La Ley de Vivienda de 2023 ya había introducido reducciones de hasta el 90% para quien bajara el alquiler en zonas tensionadas, pero su alcance quedó limitado porque muy pocas comunidades autónomas llegaron a declarar esas zonas. El nuevo esquema busca tener un efecto más general, sin depender de que cada región active el mecanismo.

Cuánto puedes perder según la subida

Los tramos que maneja el borrador siguen una lógica escalonada, pensada para que el golpe fiscal sea proporcional al aumento aplicado. Cuanto más te alejes de mantener el precio anterior, más caro te saldrá en la declaración de la renta.

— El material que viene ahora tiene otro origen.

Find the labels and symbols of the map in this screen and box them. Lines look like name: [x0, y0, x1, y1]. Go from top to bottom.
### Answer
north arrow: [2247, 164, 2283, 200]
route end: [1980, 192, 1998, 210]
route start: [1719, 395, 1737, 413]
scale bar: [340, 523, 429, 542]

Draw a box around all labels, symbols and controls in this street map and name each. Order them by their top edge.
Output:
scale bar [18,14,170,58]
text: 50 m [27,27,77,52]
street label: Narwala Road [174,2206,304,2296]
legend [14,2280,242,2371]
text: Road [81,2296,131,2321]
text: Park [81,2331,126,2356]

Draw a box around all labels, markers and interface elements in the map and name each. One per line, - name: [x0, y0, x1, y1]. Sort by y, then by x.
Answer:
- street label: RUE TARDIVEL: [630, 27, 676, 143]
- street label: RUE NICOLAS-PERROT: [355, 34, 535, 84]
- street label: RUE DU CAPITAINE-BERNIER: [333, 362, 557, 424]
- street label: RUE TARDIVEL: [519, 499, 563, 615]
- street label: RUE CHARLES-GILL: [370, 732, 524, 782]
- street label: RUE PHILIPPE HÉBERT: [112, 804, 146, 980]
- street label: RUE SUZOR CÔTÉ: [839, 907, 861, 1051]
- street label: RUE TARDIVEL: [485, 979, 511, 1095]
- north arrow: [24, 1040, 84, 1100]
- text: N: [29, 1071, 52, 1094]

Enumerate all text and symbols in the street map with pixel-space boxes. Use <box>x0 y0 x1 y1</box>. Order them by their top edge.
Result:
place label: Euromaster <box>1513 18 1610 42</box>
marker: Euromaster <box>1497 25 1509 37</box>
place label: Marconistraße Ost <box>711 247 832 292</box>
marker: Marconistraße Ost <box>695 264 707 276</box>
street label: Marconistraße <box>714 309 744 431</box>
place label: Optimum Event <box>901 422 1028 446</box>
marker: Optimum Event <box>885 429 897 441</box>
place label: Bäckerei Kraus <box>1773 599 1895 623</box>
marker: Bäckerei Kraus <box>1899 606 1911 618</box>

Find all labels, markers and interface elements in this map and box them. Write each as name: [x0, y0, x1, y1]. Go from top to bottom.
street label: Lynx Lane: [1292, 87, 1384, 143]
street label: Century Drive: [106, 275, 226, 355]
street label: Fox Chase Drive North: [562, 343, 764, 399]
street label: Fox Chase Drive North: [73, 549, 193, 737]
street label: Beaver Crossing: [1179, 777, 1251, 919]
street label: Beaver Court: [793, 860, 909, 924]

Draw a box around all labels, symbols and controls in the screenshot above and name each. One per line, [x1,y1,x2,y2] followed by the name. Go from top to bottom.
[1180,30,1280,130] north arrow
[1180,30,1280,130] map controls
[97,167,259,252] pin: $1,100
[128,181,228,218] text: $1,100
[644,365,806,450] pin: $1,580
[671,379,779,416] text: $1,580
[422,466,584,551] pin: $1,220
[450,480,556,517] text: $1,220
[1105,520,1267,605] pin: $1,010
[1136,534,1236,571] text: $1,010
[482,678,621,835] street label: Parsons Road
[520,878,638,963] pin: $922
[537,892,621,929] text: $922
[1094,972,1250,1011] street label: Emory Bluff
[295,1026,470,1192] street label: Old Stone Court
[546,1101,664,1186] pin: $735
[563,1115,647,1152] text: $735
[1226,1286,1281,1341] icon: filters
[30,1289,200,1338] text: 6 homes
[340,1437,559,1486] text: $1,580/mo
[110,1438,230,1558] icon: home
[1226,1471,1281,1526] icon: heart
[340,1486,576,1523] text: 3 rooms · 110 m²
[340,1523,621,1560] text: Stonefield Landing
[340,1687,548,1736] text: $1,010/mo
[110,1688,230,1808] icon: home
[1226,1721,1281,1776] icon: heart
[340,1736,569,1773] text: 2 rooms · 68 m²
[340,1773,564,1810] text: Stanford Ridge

Estos son los escalones que se manejan actualmente en el texto del real decreto:

  • Subida de hasta el 5%: la deducción se mantiene en el 40%, apenas por debajo del 50% general.
  • Entre el 5% y el 10%: la reducción cae al 30%.
  • Entre el 10% y el 15%: baja hasta el 25%.
  • Subida del 20% o más: solo un 15% de deducción, el escalón más penalizado.

Quién se libra y quién no

No todos los propietarios sentirán el mismo impacto, y ahí está uno de los puntos más criticados por los expertos consultados. Los grandes tenedores, al operar como sociedades, tributan por el Impuesto de Sociedades y no por el IRPF, así que esta reforma apenas les afecta.

Quien sí notará el cambio de lleno es el pequeño propietario que alquila uno o dos pisos como persona física. Algunos agentes inmobiliarios ya advierten de un posible efecto contrario al buscado: que ante la penalización fiscal, algunos caseros opten por retirar la vivienda del mercado de alquiler tradicional antes que asumir una subida de impuestos.

Qué puedes hacer si eres propietario

Si tienes previsto renovar un contrato próximamente, conviene hacer números antes de decidir el precio. Una subida moderada, alineada con el índice oficial de referencia, te permite mantener buena parte de la deducción actual sin renunciar a actualizar la renta a la realidad del mercado.

Lo razonable, según los asesores fiscales que ya están estudiando el borrador, es planificar la subida con margen: quedarte por debajo del 5% de incremento te deja en el escalón más favorable, mientras que superar el 20% puede costarte cientos de euros extra en la próxima declaración. La clave será moverse con cabeza, no con prisas, hasta que el decreto se publique oficialmente en el BOE y queden claros todos los detalles definitivos.